Propone “un’estate militante” del partito sui territori in cui incalzare il governo: “Meloni – dice – ha passato tutta la campagna elettorale dicendo che bisognava cambiare il Pnrr, dopo nove mesi ancora non ha detto cosa vuole cambiare”. La segretaria aggiunge: “Da mesi chiediamo al governo di riferire in Aula quali modifiche intenda fare al Pnrr. Siamo a giugno, sveglia”. Annuncia “un grande appuntamento il 14 e 15 luglio con i sindaci contro l’autonomia differenziata di Calderoli”: “Alessandro Alfieri e Marco Sarracino stanno già preparando un ordine del giorno”, dice.

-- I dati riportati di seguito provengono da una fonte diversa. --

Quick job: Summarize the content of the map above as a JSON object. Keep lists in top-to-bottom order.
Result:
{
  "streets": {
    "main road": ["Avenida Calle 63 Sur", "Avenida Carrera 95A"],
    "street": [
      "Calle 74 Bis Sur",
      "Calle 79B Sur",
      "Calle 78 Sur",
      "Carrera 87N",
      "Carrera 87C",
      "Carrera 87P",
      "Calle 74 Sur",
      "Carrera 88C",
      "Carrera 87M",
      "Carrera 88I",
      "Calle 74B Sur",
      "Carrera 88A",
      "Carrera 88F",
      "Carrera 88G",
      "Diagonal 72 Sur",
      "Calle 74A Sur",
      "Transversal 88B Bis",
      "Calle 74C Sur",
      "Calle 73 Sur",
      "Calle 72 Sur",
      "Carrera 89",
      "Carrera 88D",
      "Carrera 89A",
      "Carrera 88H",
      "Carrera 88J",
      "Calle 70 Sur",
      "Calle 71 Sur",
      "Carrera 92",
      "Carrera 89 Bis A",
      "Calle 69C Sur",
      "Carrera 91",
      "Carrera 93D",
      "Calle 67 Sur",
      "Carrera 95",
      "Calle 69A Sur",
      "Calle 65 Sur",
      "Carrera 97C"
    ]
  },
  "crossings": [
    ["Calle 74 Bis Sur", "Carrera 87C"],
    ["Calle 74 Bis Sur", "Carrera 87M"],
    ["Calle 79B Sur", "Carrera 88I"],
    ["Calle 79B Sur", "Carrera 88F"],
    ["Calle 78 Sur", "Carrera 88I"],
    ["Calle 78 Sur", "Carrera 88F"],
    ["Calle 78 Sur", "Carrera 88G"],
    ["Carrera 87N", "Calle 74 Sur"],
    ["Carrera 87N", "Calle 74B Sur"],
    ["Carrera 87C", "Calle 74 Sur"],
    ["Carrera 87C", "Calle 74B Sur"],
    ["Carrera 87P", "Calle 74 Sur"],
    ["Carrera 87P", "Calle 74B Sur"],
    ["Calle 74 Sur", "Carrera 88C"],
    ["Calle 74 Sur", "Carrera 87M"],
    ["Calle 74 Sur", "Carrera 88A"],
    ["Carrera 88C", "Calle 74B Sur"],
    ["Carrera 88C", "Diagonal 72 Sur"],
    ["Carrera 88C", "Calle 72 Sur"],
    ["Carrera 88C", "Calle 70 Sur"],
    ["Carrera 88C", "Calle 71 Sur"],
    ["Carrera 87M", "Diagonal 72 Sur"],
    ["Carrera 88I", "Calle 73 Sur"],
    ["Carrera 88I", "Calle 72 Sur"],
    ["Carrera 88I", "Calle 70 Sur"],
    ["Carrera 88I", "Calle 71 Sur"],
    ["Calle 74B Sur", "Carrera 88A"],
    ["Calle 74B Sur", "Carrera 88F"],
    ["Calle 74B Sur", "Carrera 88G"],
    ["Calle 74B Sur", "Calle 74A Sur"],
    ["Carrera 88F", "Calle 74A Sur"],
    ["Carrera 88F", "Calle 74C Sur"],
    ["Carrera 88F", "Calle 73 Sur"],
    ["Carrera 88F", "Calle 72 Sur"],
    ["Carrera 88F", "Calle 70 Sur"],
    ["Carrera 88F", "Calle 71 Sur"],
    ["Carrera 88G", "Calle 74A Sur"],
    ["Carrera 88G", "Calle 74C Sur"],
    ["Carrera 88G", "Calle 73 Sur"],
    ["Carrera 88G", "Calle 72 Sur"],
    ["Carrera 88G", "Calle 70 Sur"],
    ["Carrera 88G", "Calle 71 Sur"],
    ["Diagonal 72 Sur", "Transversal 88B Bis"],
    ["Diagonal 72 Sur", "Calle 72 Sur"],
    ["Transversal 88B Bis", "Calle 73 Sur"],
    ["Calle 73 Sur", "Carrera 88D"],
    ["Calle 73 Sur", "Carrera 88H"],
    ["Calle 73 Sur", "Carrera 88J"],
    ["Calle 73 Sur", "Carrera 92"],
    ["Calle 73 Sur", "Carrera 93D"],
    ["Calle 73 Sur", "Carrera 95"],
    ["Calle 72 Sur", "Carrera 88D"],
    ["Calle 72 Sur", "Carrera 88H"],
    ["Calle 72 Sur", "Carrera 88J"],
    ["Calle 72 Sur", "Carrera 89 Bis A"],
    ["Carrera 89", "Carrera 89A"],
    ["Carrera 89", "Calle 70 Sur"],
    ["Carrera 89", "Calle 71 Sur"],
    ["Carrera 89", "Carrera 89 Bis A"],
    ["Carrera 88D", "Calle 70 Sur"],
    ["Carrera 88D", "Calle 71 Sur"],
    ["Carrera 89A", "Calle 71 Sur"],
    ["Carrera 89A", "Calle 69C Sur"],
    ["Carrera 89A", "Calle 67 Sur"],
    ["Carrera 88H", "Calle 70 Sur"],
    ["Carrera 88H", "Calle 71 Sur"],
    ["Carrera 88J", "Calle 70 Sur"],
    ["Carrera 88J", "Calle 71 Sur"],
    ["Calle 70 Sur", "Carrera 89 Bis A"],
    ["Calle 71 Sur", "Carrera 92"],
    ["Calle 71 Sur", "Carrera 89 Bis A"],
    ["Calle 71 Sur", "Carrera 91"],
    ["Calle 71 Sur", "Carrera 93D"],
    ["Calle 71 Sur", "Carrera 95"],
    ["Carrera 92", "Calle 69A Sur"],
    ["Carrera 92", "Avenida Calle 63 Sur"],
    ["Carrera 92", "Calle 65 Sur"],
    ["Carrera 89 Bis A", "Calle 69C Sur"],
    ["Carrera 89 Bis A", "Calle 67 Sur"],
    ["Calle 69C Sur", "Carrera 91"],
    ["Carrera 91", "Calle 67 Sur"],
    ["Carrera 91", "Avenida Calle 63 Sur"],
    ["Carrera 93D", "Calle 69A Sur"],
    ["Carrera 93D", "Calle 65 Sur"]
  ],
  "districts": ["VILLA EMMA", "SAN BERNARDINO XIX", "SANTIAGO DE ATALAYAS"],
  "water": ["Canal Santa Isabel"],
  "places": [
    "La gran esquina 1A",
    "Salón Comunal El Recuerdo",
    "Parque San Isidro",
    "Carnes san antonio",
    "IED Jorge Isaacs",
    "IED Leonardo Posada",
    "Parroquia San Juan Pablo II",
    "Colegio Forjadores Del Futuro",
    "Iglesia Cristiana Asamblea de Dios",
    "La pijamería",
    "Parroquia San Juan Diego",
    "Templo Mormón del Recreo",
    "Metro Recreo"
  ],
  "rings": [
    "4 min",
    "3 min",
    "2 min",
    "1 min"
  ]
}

Inoltre il 30 giugno ci sarà una grande manifestazione sulla casa: la sta organizzando Alessandro Majorino e alla presenza dei sindaci per presentare le idee del Pd e per far partire una “campagna di ascolto e tirare le fila a settembre per elaborare un nuovo piano casa”. Chiede di battersi “per la progressività fiscale” definendo “vergognoso” che Giorgia Meloni parli di “pizzo di stato” riferendosi alle tasse. Chiede “politiche di accompagnamento alla transizione digitale e alla transizione ecologica vera e giusta, che non lasci indietro le imprese piccole e medie che, da sole, non hanno gli strumenti per stare nelle transizioni epocali. Il Pnrr deve servire a questo, a darsi il piano industriale che manca a questo Paese”.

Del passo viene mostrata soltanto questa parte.